About three steps from the concrete driveway of the house off Battles Street your heels start to sink in the soft earth.

Two steps further, and the yard feels something akin to a sponge, compressing under the weight of anything placed on it, including the home, which after years on the site, has sunken feet into the ground.

“They tested how deep this was right here with the EPA job training class,” said George Foxworth, who grew up on the property. “It’s 27 inches until you reach the water table right here.”



It hasn’t always been this way, Foxworth said. When his family first moved in in the 1960s and 70s, the home had been a stable, steady household, and it sat at street level.

But as the ground, hastily filled in decades prior, began to rot out from underneath them, twisting the house’s foundation and causing it to sink in the process, living on the property became more and more difficult.

“If you look at the roof line, you can tell where it’s sinking at. Several times, my mother has tried to jack it up, but you see how it is now,” said Foxworth, looking over the property. 

“If you look at this side over here, you can see depressions where the land has sunk. It’s even worse around the rear… Over the years, the soil has given away, and this is what we’ve been left here with.”

In 2020, Foxworth and his siblings decided the home was no longer safe enough for their mother to live there.

But as they packed her up, moving her into a nearby apartment complex, Foxworth made her a promise.

“She is 86 years old, and I hear from her every day ‘when am I going to move back to my home?’” he said. “This is the home that she raised her four children in… This is where she wants to be.”

The Battles Street home is one of more than a dozen in the North Port St. Joe neighborhood succumbed to what locals and experts refer to as an underground stream, generated decades prior when a natural stream was filled in by the St. Joe Company.

“I moved to this home when I was approximately seven years old,” said Foxworth. “From what my mother and father tell me, this area was swamp (before that). The St. Joe Company allowed them so many loads of dirt to sort of fill in what they could.”

In the years following the opening of the St. Joe Paper Company Paper Mill adjacent to the North Port St. Joe neighborhood, the St. Joe Company dumped various paper mill waste products, such as wood chips, tree bark, lime grits, oil boiler ash and slag, collectively called “the sock” onto locations throughout the area. 

This swampland was filled in, and the properties were eventually sold to numerous individuals and contractors.

Some of this “sock” was used to fill in a naturally occurring waterway that ran along the land where Battles Street currently sits.

In the early 2000s, following a study by the Florida Department of Environmental Protection showing widespread soil and groundwater contamination in the area, several residents of the North Port St. Joe neighborhood filed suit against the St. Joe Company, with appeals ultimately being denied hearing by the Florida Supreme Court.

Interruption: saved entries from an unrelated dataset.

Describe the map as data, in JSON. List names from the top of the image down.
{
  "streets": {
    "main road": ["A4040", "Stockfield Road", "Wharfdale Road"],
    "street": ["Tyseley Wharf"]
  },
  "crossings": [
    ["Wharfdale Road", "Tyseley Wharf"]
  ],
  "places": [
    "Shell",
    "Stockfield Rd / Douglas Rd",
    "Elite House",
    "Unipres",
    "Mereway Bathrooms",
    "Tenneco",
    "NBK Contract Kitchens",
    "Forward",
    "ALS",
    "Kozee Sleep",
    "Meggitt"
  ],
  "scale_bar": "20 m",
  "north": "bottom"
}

Many residents accepted a settlement offer from the company. But the settlement did not help to correct the problems themselves, said Dannie Bolden, a member of the North Port St. Joe Project Area Coalition, an organization working towards the neighborhood’s redevelopment.

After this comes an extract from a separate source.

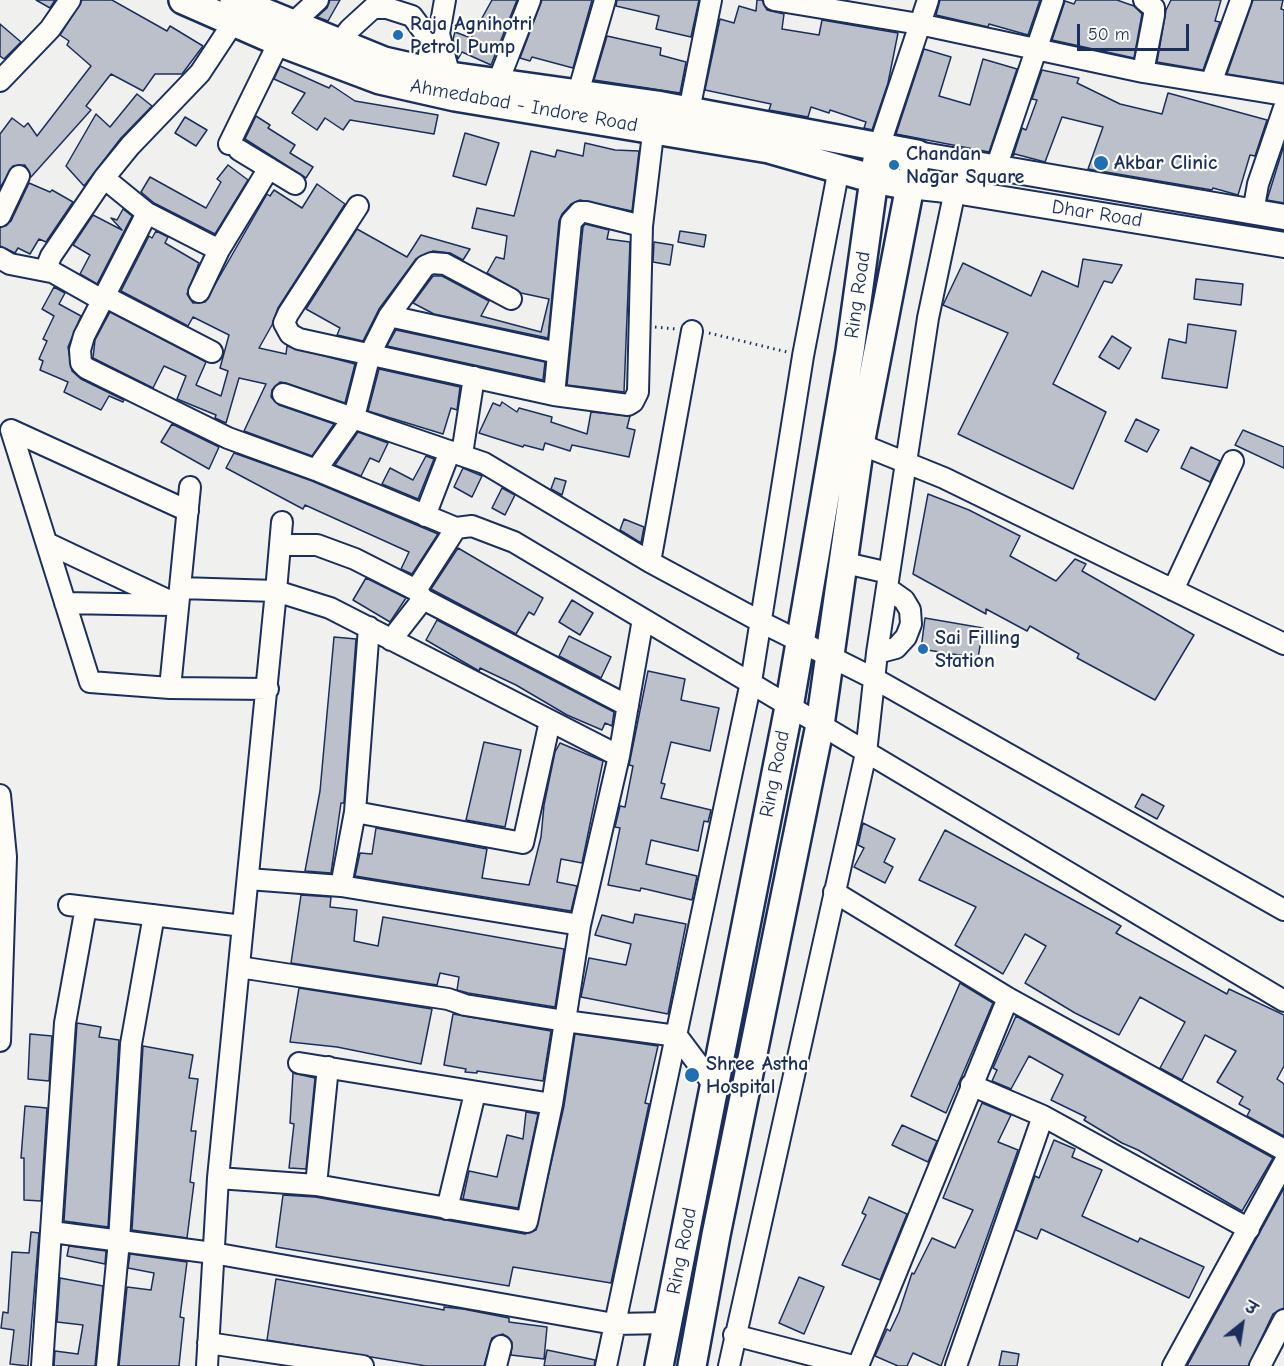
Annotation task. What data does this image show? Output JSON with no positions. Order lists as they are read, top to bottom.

Homeowners in the area, along with sinking foundations, are also facing ongoing flooding and stormwater issues.

On March 10, as Foxworth allowed researchers from the University of Florida to tour his mother’s property, he pointed out the spots where stormwater pooled, even in a light rain.

Down the street, his neighbors have to sweep water out their back door any time there’s more than a light rain.

The researchers were there to assess the potential to introduce nature-based solutions, such as rain barrels, stormwater parks and retention gardens, to address these ongoing problems.

“The University of Florida has been working with organizations in the North Port St. Joe community to address a number of problems the community is currently facing,” said Bolden. “There was a grant that was available through the Academy of Sciences for nature-based solutions, and so the university, my folks, and Dr. James Carney decided this was a great opportunity to look at addressing some of the groundwater and stormwater issues we’re having in the community.”

Bolden said the grant will cover the first part of the researchers’ process, allowing them to assess the situation, gather community input and formulate a plan.

Down the road, they hope to use this information to secure a larger grant, which would allow them to begin implementing some of their designs. If that happens, Bolden said, it might represent a large ste towards seeing some of the neighborhood’s issues resolved.

But, he said, the problem will eventually require other types of solutions as well.

“We’re going to eventually have to look at some real infrastructure improvements,” Bolden said. “We’re looking at a variety of things, and we have a lot of moving parts, but that’s part of what the next phase of this nature based solutions grant will be if we can get there.”

“Eventually, we’re going to have to sit down with the St. Joe Company and all of the parties involved and really figure out where we can go from here.”